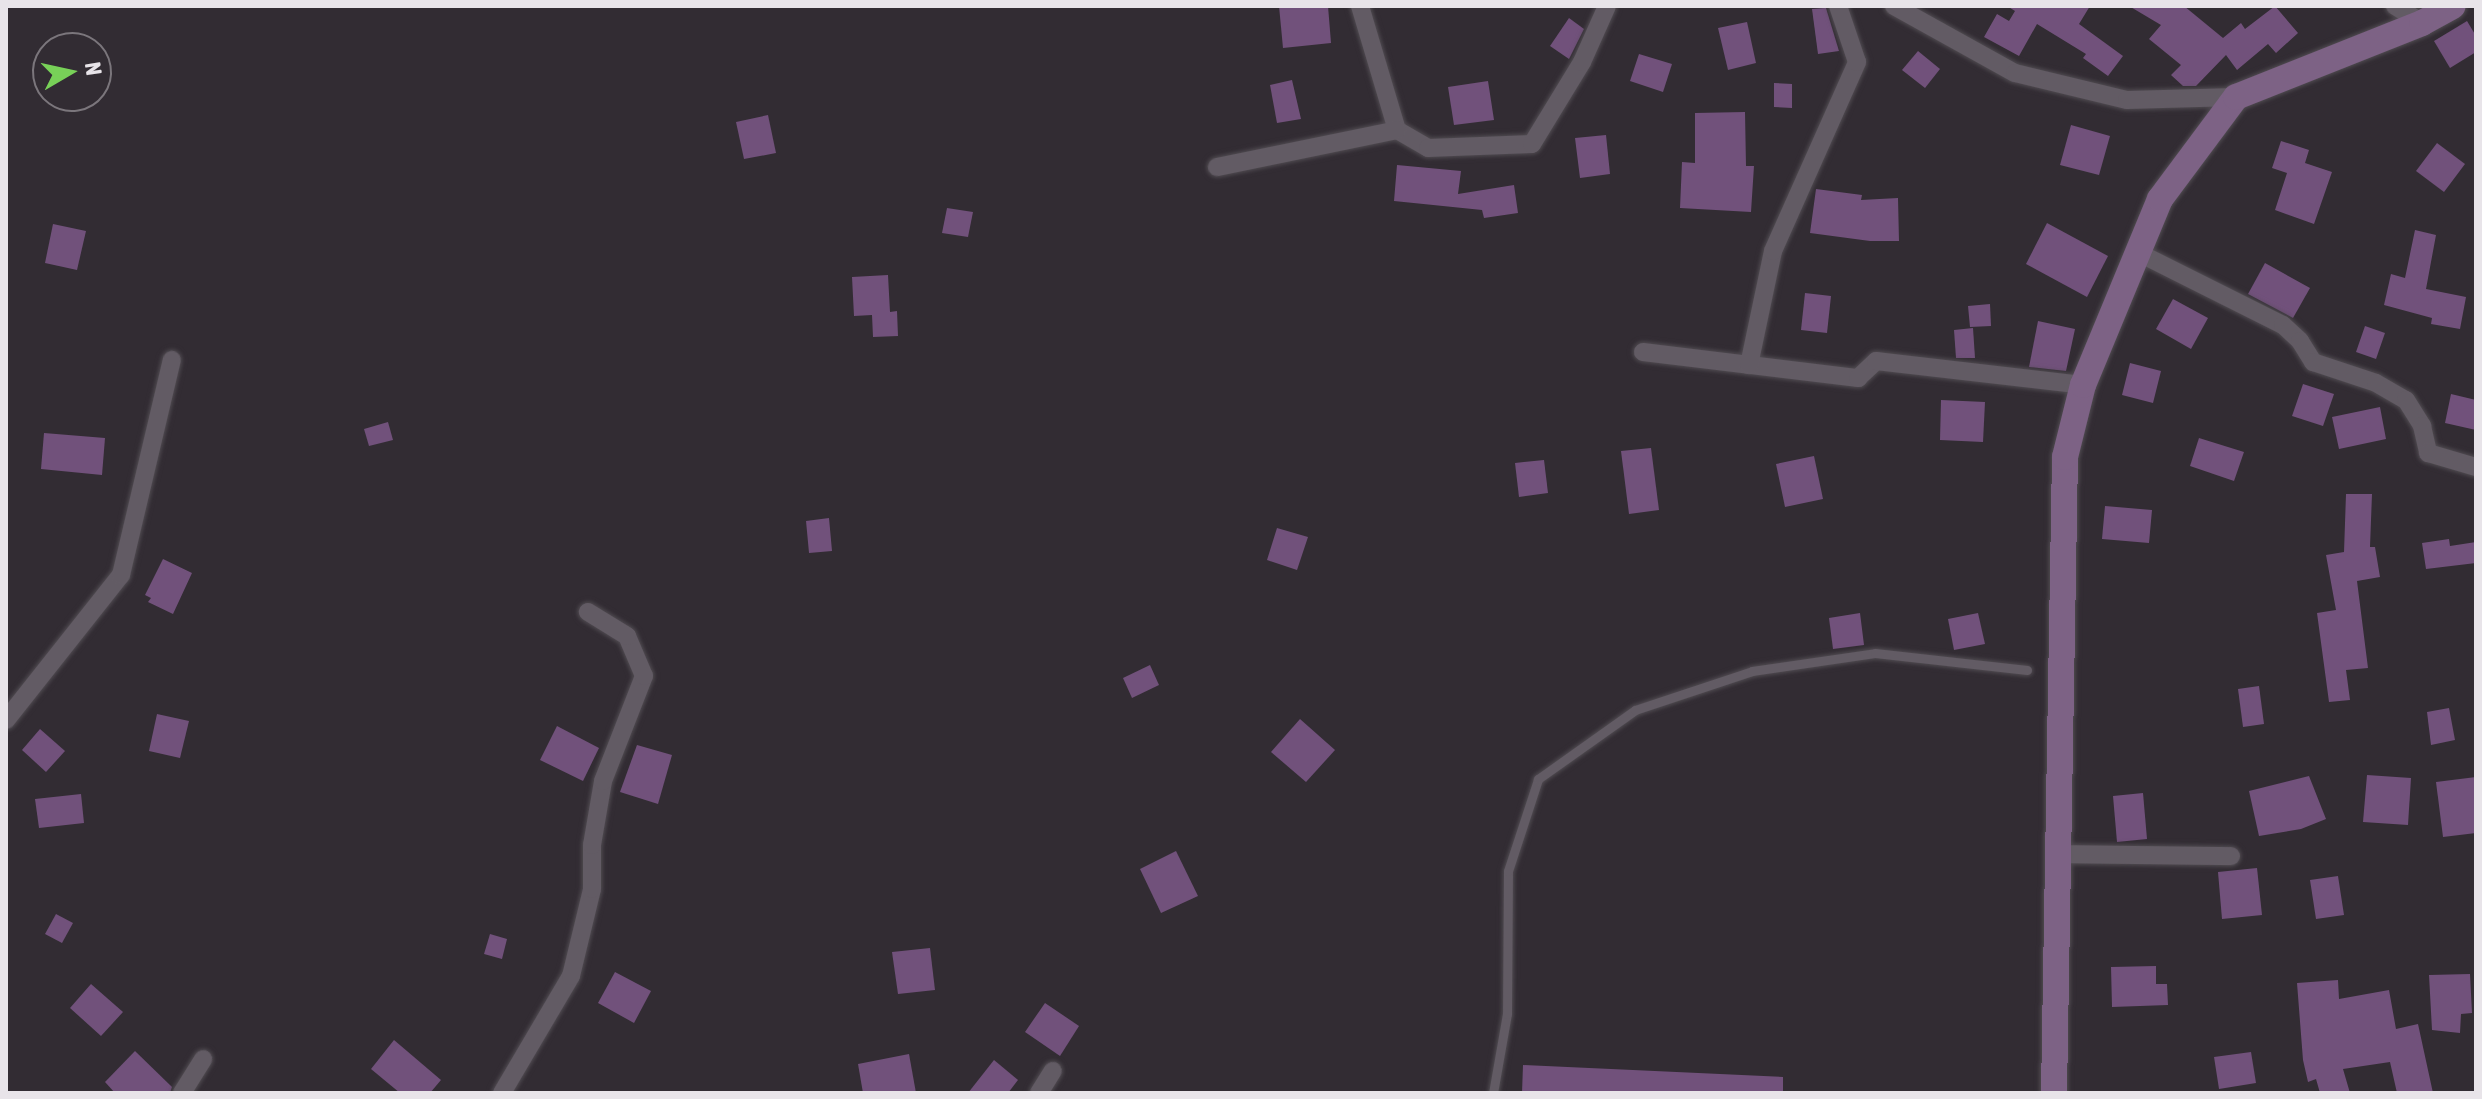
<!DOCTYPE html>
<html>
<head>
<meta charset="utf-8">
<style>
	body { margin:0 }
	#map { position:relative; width:2482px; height:1099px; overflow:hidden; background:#322c33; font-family:"Asap Condensed",sans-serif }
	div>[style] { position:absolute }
	.building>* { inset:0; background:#71517b }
	.roads { filter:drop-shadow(0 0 2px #504b51) drop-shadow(0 0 2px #504b51) }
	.lane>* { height:9px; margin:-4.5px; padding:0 4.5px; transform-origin:4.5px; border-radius:4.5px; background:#625b64 }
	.street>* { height:18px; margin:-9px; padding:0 9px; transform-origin:9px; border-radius:9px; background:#625b64 }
	.secondary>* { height:26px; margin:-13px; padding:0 13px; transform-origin:13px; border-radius:13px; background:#7d6285 }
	span { translate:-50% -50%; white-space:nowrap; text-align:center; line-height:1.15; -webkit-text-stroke:7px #322c33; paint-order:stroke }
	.frame { position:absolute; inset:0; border:8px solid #e8e4e9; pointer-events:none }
	.north { position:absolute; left:32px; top:32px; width:80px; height:80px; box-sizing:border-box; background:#322c33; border:2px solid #7b767c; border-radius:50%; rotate:81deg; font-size:22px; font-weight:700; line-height:32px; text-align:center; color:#e8e4e9 }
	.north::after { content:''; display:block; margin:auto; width:28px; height:36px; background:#78d158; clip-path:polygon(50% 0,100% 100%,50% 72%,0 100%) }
</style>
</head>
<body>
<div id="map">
	<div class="building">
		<i style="clip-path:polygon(1279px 6px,1328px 6px,1331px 43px,1283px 48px)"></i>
		<i style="clip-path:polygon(2007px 6px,2090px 6px,2079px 24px,2123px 56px,2108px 76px,2083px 58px,2086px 54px,2037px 24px,2019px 56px,1984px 37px,1997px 14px,2009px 21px,2015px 11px)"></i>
		<i style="clip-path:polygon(2129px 6px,2184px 6px,2223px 38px,2241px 23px,2245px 29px,2275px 6px,2298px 33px,2276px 53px,2268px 44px,2237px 70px,2226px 55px,2196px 86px,2183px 86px,2171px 75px,2181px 65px,2149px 39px,2161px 25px)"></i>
		<i style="clip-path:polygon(1826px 8px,1839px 51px,1818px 54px,1812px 9px)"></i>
		<i style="clip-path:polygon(1569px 18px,1584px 29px,1569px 59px,1550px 46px)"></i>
		<i style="clip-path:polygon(2467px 21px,2476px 36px,2476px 52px,2450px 68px,2434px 41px)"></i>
		<i style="clip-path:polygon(1747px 22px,1756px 63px,1728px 70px,1718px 28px)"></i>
		<i style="clip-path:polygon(1918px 51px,1940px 69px,1925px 88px,1902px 70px)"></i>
		<i style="clip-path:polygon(1639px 54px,1672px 64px,1663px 92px,1630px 81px)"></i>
		<i style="clip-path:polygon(1292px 80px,1301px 119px,1277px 123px,1270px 85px)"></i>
		<i style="clip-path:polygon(1488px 81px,1494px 120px,1454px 125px,1448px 87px)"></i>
		<i style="clip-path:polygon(1774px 83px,1792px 84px,1792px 108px,1774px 107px)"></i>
		<i style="clip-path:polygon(1745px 112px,1746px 166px,1754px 166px,1751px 212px,1680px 208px,1682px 162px,1695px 163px,1695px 113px)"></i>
		<i style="clip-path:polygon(768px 115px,776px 153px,744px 159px,736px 122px)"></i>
		<i style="clip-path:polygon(2071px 125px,2110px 136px,2099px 175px,2060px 165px)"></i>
		<i style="clip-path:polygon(1606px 135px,1610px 174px,1580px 178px,1575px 138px)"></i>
		<i style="clip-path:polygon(2281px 141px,2309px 150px,2305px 163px,2332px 172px,2314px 224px,2275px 210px,2287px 173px,2272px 168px)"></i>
		<i style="clip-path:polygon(2437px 143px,2465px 164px,2444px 192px,2416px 171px)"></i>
		<i style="clip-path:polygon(1397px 165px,1461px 171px,1458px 194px,1514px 185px,1518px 213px,1484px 218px,1482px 210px,1394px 201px)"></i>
		<i style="clip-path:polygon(1816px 189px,1862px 195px,1861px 200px,1898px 198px,1899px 241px,1870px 241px,1810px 233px)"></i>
		<i style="clip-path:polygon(947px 208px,973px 212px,968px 237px,942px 233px)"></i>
		<i style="clip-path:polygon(2047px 223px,2108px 256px,2087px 297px,2026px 264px)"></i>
		<i style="clip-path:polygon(53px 224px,86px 231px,77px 270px,45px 263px)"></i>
		<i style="clip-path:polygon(2415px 230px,2436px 235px,2426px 289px,2466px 297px,2460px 329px,2431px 324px,2432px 318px,2384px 305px,2391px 274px,2405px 278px)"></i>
		<i style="clip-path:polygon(2265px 263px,2310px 288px,2293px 318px,2248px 294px)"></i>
		<i style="clip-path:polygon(888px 275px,890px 312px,897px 311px,898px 336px,873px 337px,872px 315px,854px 316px,852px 277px)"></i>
		<i style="clip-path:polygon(1805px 293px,1831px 296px,1827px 333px,1801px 330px)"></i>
		<i style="clip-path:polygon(2173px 299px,2208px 318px,2191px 349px,2156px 329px)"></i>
		<i style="clip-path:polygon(1990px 304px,1991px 326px,1970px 327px,1968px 306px)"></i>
		<i style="clip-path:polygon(2038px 321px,2075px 329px,2066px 371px,2029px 367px)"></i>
		<i style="clip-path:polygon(2365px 326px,2385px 333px,2376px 359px,2356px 352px)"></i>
		<i style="clip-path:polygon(1973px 328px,1975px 358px,1956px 358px,1954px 330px)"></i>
		<i style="clip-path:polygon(2130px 363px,2161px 371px,2153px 403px,2122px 395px)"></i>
		<i style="clip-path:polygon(2303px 384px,2334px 394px,2323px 426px,2292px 416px)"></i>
		<i style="clip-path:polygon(2451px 394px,2476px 400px,2476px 430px,2445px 423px)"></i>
		<i style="clip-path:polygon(1941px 400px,1985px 402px,1983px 442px,1940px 440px)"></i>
		<i style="clip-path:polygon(2380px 407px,2386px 439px,2339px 449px,2332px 417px)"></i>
		<i style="clip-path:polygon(388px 422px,393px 440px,369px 446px,364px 429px)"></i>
		<i style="clip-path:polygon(44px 433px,105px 438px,102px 475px,41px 469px)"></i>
		<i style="clip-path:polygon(2199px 438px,2244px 452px,2234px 481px,2190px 466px)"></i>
		<i style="clip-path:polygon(1651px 448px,1659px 510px,1629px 514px,1621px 451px)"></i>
		<i style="clip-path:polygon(1814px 456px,1823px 499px,1785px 507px,1776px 464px)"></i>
		<i style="clip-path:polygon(1544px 460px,1548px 493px,1519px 497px,1515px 463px)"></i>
		<i style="clip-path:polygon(2346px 494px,2372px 494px,2370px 547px,2375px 547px,2380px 577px,2357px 581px,2368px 668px,2346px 670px,2350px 700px,2329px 702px,2317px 613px,2336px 610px,2326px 555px,2344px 552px)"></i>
		<i style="clip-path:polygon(2105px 506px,2152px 510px,2149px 543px,2102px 539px)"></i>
		<i style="clip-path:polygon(829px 518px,832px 551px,809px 553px,806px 521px)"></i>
		<i style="clip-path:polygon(1277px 528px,1308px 537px,1297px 570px,1267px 560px)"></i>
		<i style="clip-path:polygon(2449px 539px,2450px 546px,2476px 542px,2476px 563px,2426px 569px,2422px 543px)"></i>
		<i style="clip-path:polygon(163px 559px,192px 573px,173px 614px,148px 602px,151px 598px,145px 595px)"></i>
		<i style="clip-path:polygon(1860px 613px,1864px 645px,1833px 649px,1829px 618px)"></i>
		<i style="clip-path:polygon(1978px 613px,1985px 644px,1954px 650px,1948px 619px)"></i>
		<i style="clip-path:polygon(1150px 665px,1159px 685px,1132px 698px,1123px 678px)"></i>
		<i style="clip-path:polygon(2259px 686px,2264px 724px,2243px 727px,2238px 689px)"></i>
		<i style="clip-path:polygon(2449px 708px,2455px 740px,2431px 745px,2427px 712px)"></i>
		<i style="clip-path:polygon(157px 714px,189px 721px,180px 758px,149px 751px)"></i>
		<i style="clip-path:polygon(1300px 719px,1335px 750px,1306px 782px,1271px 752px)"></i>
		<i style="clip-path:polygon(557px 726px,599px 748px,583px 781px,540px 760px)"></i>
		<i style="clip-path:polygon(40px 729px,65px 751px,46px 772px,22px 750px)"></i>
		<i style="clip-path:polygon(637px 745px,672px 755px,658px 804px,620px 792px)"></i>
		<i style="clip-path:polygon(2367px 775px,2411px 778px,2408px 825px,2363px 822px)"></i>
		<i style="clip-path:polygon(2309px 776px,2326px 819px,2301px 829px,2259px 836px,2249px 791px)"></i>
		<i style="clip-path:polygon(2476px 777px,2476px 833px,2443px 837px,2436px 782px)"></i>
		<i style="clip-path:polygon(2143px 793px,2147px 839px,2117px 842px,2113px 796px)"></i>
		<i style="clip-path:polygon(81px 794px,84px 823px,39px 828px,35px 799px)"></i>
		<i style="clip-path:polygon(1176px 851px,1198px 896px,1161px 913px,1140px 869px)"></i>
		<i style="clip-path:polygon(2257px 868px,2262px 915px,2222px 919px,2218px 872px)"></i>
		<i style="clip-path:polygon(2338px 876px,2344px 915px,2316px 919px,2310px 880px)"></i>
		<i style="clip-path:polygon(56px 914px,73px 923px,62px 943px,45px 934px)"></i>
		<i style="clip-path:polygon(490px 934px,507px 939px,502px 959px,484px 954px)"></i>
		<i style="clip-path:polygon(930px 948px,935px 990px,898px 994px,892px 952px)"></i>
		<i style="clip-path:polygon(2156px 966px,2156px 984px,2167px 984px,2168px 1005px,2112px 1007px,2111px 967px)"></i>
		<i style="clip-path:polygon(615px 972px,651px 991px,634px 1023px,598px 1003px)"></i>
		<i style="clip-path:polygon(2470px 974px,2472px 1013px,2461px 1014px,2460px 1033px,2432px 1030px,2429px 975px)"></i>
		<i style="clip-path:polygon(2338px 980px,2339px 999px,2389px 990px,2396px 1029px,2418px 1024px,2433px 1093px,2397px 1093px,2390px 1062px,2343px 1069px,2350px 1093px,2320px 1093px,2316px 1079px,2308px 1082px,2303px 1060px,2297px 983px)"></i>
		<i style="clip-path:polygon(91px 984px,123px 1012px,101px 1036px,70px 1008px)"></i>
		<i style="clip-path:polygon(1045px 1003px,1079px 1026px,1060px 1056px,1025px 1032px)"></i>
		<i style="clip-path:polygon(394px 1040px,441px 1080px,430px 1093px,400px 1093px,371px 1069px)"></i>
		<i style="clip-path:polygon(135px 1051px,172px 1087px,170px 1093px,115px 1093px,105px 1082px)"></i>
		<i style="clip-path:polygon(2251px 1052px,2256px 1083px,2219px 1089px,2214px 1057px)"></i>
		<i style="clip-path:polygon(909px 1054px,916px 1093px,863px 1093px,858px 1064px)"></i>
		<i style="clip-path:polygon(994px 1060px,1018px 1080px,1008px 1093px,968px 1093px)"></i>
		<i style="clip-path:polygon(1523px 1065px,1783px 1077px,1783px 1093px,1522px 1093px)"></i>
	</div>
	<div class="roads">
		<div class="lane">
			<i style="left:1493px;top:1093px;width:80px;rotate:-80deg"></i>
			<i style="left:1507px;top:1014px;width:143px;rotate:-89.6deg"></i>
			<i style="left:1508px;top:871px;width:97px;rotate:-71.9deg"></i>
			<i style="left:1538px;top:779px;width:119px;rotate:-35.4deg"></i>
			<i style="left:1635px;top:710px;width:123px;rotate:-18.4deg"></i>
			<i style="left:1752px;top:671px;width:124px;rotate:-8.3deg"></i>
			<i style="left:1875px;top:653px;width:153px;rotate:6.4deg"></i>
		</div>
		<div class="street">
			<i style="left:1360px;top:6px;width:129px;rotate:73.4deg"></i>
			<i style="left:1397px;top:130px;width:36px;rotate:30deg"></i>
			<i style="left:1428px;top:148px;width:104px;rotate:-2.2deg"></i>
			<i style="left:1532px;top:144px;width:96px;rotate:-58.6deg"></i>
			<i style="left:1582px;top:62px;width:61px;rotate:-65.9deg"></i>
			<i style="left:1894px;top:6px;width:138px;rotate:29deg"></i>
			<i style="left:2015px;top:73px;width:115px;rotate:13.6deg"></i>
			<i style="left:2127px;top:100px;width:109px;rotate:-1.6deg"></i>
			<i style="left:2395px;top:6px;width:32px;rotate:32deg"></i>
			<i style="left:1217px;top:167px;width:184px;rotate:-11.6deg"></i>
			<i style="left:2135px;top:251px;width:165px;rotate:26.6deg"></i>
			<i style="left:2283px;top:325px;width:23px;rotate:43deg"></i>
			<i style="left:2300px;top:341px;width:25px;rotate:58deg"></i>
			<i style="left:2313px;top:362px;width:66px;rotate:18.4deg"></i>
			<i style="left:2376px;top:383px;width:34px;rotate:30deg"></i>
			<i style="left:2406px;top:400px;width:31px;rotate:58deg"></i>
			<i style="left:2422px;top:426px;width:28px;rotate:77deg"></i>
			<i style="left:2428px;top:453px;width:50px;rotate:16.3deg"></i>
			<i style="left:1643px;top:352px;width:217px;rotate:6.9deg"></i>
			<i style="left:1858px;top:378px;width:25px;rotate:-43deg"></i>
			<i style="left:1876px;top:361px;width:208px;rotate:6.6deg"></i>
			<i style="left:1749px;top:365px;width:116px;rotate:-78.1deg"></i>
			<i style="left:1773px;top:251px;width:207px;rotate:-66deg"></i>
			<i style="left:1857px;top:62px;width:59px;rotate:-108.7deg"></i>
			<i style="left:6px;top:720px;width:185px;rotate:-51.6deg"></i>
			<i style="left:121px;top:575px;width:221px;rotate:-76.7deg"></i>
			<i style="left:2060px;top:854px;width:171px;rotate:0.7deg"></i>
			<i style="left:182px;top:1093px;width:40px;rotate:-58deg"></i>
			<i style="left:502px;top:1093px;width:136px;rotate:-59.5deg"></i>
			<i style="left:571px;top:976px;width:89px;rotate:-76.4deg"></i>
			<i style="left:592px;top:889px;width:44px;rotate:-90deg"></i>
			<i style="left:592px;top:845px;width:65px;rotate:-80.2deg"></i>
			<i style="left:603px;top:781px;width:113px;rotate:-68.7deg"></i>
			<i style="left:644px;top:676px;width:43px;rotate:-113deg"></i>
			<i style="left:627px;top:636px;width:46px;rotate:-148.4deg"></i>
			<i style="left:1039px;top:1093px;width:26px;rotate:-58deg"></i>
		</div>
		<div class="secondary">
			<i style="left:2054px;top:1093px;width:636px;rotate:-89.01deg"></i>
			<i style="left:2065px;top:457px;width:74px;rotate:-76deg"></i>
			<i style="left:2083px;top:385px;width:201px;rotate:-67.5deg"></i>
			<i style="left:2160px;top:199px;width:127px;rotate:-53.3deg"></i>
			<i style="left:2236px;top:97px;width:200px;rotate:-21.7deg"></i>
			<i style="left:2422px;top:23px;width:35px;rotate:-29deg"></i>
		</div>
	</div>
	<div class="frame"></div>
	<div class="north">N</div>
</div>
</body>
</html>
***
**About this exercise**
Leaving out the pictures, restate each line of the listing above verbatim, from the opening line to the line bearing "translate:-50% -50%; white-space:nowrap;", inclusive, and no more.

**Task solution**
<!DOCTYPE html>
<html>
<head>
<meta charset="utf-8">
<style>
	body { margin:0 }
	#map { position:relative; width:2482px; height:1099px; overflow:hidden; background:#322c33; font-family:"Asap Condensed",sans-serif }
	div>[style] { position:absolute }
	.building>* { inset:0; background:#71517b }
	.roads { filter:drop-shadow(0 0 2px #504b51) drop-shadow(0 0 2px #504b51) }
	.lane>* { height:9px; margin:-4.5px; padding:0 4.5px; transform-origin:4.5px; border-radius:4.5px; background:#625b64 }
	.street>* { height:18px; margin:-9px; padding:0 9px; transform-origin:9px; border-radius:9px; background:#625b64 }
	.secondary>* { height:26px; margin:-13px; padding:0 13px; transform-origin:13px; border-radius:13px; background:#7d6285 }
	span { translate:-50% -50%; white-space:nowrap; text-align:center; line-height:1.15; -webkit-text-stroke:7px #322c33; paint-order:stroke }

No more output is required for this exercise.